German-Russian Firm Investigated For Exports For Iran Nuclear Plant

Collapse
X
 
  • Filter
  • Time
  • Show
Clear All
new posts

  • German-Russian Firm Investigated For Exports For Iran Nuclear Plant

    GERMAN-RUSSIAN FIRM INVESTIGATED FOR EXPORTS FOR IRAN NUCLEAR PLANT

    Der Spiegel website, Hamburg
    2 Apr 06

    Text of report by Sven Roebel and Andreas Wassermann, entitled
    "Detour via Moscow", published by German news magazine Der Spiegel
    website on 2 April

    Investigators are on the trail of a German-Russian network that
    reportedly sought business with companies for the Iranian nuclear
    programme. The federal government is alarmed.

    The German-Armenian business pair from the Hessian millionaire's
    neighbourhood of Bad Homburg is familiar with breeding and
    gambling. For years they have been successfully breeding racehorses,
    thoroughbreds, which occasionally demand something of their jockeys,
    sometimes start as outsiders and then end up placing and thus winning
    the gamblers a tidy sum.

    But in business life the two horse owners may have galloped too
    fast. Their firm, a telecommunication services company, has ended up
    in the crosshairs of public prosecutors and customs investigators.
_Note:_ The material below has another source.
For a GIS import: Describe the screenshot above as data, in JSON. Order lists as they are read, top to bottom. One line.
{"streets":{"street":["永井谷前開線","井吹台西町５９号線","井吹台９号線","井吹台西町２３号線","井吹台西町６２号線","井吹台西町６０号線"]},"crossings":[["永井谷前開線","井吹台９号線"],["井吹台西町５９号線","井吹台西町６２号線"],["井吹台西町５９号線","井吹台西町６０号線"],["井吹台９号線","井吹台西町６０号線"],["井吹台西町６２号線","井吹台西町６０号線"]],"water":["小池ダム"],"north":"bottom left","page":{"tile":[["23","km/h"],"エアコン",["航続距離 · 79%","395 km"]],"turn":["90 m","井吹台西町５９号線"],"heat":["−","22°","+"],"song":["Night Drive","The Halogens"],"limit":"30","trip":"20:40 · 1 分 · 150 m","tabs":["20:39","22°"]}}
The
    company is suspected of having supplied special cables for the Iranian
    nuclear programme.

    The week before last, customs investigators searched the business
    premises of the business pair in a Bad Homburg villa and gathered
    business correspondence and data media. The official visit to Taunus
    was part of a nationwide raid in which 250 police and customs officials
    searched 41 companies, small and medium firms, engineering offices
    and subsidiaries of the power plant manufacturer Siemens and two
    divisions of the energy technology company ABB.

    The companies drew attention during investigations by the Potsdam
    public prosecutor's office into the manager of the since-liquidated
    Berlin firm Vero Handels GmbH, suspected of having sought special
    parts for construction of the Iranian Bushehr nuclear reactor
    throughout Germany.

    This does not involve key technology for the nuclear reactor, such
    as fissionable material. Investigators believe Vero found makers of
    important accessory equipment: motors, electromagnetic brakes and
    switch gear. They are used in making filling equipment for beverages,
    or also by nuclear power plants.

    But because the seemingly harmless parts were to go via Russia to
    Teheran and in fact some arrived there, German authorities were
    alarmed. Public prosecutors and customs investigators are not the
    only ones handling the Vero case. Last week the federal government
    also looked into it; after all, any report of possible exports towards
    Iran weakens the position of Foreign Minister Frank-Walter Steinmeier
    (SPD [Social Democratic Party of Germany]) in the tug-of-war over
    the nuclear programme of Iranian President Mahmud Ahmadinezhad.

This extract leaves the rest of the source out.